** WHAT THE TASK ASKS **
Check each line of the listing below for "Shastri" and state how many lines contain it, with no other words.

::::::

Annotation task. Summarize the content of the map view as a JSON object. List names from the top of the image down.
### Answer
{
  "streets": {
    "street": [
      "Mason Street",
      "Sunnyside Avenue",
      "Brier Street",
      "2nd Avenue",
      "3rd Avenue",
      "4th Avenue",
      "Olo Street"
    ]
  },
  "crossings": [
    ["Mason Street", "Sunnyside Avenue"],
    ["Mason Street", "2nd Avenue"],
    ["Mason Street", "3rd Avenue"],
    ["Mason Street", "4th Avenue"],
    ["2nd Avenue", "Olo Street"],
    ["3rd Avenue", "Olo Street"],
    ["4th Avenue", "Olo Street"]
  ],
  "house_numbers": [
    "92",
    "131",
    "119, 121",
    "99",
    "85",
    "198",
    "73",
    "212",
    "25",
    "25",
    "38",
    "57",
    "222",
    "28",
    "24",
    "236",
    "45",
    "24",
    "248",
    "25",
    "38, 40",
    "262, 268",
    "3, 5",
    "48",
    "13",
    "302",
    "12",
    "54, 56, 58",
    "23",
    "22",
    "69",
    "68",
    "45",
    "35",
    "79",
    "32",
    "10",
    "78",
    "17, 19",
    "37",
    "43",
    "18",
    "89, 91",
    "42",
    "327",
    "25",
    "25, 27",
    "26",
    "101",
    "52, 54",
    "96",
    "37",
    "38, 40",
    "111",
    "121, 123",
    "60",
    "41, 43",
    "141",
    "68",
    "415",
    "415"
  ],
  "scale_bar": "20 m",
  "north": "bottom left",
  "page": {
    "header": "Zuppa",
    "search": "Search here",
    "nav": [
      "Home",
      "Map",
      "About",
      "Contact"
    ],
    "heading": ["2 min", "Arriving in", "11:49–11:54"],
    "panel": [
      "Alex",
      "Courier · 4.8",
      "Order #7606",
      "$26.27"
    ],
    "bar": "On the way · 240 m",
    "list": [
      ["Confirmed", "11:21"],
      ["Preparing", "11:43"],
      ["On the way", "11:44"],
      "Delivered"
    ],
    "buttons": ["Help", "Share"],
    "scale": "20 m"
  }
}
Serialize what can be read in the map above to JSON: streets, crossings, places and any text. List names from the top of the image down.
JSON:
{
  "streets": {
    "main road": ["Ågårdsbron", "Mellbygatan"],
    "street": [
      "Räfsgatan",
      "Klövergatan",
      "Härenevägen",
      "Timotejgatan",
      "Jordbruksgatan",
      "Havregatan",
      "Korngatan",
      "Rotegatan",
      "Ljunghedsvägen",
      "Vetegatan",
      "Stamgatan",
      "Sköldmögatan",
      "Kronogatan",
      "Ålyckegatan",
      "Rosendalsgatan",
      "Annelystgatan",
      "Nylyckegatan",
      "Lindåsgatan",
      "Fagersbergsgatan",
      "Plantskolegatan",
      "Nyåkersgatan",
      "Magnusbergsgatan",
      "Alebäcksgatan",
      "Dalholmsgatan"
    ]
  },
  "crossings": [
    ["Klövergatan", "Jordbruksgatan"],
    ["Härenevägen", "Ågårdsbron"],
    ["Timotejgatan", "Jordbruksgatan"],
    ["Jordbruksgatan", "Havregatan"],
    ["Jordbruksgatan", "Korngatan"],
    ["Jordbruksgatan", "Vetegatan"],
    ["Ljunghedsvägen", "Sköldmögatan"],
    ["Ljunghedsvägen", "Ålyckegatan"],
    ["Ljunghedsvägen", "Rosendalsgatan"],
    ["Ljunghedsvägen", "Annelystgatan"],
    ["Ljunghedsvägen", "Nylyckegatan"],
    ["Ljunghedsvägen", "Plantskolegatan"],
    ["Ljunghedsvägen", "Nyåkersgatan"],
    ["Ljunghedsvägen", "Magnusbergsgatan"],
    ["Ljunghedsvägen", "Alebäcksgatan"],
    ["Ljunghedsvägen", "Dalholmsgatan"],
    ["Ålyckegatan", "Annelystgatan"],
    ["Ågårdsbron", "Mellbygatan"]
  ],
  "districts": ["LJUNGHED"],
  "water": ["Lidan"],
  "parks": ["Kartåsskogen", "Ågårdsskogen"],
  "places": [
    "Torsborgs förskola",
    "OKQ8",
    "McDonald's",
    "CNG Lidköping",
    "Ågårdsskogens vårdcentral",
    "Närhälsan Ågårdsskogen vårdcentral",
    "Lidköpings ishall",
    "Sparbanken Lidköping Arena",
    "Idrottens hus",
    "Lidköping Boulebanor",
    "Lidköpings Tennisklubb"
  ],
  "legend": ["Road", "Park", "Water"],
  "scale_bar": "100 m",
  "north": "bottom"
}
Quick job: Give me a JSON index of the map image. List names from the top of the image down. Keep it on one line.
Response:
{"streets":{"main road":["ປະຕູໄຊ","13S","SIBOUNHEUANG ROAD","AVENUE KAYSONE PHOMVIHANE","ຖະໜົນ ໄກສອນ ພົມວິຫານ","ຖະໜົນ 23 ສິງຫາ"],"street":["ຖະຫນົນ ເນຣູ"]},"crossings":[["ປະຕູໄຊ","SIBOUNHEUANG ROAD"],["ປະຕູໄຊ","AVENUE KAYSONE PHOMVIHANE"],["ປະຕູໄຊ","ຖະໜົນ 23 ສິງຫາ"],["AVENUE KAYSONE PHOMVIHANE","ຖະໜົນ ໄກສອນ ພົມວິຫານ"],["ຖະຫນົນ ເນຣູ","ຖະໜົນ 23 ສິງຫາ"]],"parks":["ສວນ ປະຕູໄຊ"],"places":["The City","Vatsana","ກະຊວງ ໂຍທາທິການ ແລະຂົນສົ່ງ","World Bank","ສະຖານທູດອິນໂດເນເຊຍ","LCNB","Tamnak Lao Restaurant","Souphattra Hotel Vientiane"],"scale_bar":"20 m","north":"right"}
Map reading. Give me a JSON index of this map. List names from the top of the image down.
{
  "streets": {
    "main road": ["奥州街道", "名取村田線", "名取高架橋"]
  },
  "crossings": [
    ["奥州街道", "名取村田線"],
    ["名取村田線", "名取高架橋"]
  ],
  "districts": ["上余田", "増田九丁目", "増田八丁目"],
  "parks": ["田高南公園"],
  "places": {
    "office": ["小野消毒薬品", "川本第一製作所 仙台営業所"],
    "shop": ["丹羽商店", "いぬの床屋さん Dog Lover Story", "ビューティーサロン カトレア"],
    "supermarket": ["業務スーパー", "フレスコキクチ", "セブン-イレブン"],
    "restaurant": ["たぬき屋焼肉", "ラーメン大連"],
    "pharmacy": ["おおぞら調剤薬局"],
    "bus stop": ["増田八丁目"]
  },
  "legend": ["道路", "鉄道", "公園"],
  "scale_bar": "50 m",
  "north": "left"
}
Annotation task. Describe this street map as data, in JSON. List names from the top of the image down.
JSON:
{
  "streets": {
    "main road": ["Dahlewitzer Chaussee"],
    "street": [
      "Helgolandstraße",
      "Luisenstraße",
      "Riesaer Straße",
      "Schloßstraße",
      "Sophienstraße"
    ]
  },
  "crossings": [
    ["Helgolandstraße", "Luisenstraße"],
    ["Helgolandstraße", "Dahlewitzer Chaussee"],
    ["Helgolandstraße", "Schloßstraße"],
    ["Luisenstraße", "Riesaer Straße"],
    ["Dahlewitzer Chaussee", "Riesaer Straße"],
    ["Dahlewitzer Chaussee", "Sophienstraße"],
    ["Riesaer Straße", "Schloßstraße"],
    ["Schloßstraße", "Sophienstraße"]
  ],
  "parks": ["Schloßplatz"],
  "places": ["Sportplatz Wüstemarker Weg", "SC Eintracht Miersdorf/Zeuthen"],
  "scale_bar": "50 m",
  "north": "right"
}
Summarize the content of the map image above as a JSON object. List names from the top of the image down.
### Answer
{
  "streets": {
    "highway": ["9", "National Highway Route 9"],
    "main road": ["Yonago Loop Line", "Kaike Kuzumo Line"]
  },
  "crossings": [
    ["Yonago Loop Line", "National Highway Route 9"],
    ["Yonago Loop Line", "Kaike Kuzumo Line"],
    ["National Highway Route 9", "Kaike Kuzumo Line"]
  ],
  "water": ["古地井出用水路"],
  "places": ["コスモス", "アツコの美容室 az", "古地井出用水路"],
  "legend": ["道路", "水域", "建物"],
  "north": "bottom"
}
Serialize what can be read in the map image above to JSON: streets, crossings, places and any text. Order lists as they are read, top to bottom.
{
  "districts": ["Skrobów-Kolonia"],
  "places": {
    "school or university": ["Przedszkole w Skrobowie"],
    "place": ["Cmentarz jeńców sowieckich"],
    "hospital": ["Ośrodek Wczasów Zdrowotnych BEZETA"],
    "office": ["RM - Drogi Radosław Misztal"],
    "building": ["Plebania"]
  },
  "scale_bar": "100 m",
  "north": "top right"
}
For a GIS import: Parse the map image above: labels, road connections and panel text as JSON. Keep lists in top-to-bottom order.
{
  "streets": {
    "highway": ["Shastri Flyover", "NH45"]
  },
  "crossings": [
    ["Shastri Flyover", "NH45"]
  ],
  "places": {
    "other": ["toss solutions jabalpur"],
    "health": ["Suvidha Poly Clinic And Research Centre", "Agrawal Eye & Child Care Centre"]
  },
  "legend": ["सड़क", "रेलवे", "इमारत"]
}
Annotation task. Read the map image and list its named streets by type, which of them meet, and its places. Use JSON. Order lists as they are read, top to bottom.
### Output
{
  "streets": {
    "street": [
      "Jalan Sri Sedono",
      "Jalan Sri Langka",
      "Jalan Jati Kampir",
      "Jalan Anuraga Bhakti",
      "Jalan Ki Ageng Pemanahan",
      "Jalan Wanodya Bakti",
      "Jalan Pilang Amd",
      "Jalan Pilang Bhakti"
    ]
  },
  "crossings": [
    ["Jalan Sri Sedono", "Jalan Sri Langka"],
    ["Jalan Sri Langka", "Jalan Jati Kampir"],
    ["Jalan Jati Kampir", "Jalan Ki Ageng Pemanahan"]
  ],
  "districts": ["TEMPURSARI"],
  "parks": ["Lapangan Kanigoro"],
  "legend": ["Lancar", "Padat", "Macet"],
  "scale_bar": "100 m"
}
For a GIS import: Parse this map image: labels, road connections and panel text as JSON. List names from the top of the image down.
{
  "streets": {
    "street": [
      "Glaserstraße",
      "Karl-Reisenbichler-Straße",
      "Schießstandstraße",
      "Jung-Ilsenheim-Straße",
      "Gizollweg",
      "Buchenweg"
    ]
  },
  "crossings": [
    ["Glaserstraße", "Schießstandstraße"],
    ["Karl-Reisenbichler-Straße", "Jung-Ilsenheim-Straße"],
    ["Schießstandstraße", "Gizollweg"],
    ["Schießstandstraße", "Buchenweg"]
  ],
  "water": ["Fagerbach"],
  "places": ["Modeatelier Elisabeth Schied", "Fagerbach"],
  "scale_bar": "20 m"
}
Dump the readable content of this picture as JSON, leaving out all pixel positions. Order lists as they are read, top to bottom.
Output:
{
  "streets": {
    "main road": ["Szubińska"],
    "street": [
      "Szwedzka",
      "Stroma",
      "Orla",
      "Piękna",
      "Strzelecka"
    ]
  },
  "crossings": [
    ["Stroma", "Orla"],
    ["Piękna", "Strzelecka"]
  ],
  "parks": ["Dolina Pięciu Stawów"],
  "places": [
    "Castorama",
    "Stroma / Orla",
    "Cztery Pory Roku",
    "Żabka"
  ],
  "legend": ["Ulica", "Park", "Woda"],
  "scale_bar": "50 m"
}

::::::

** YOUR RESPONSE **
2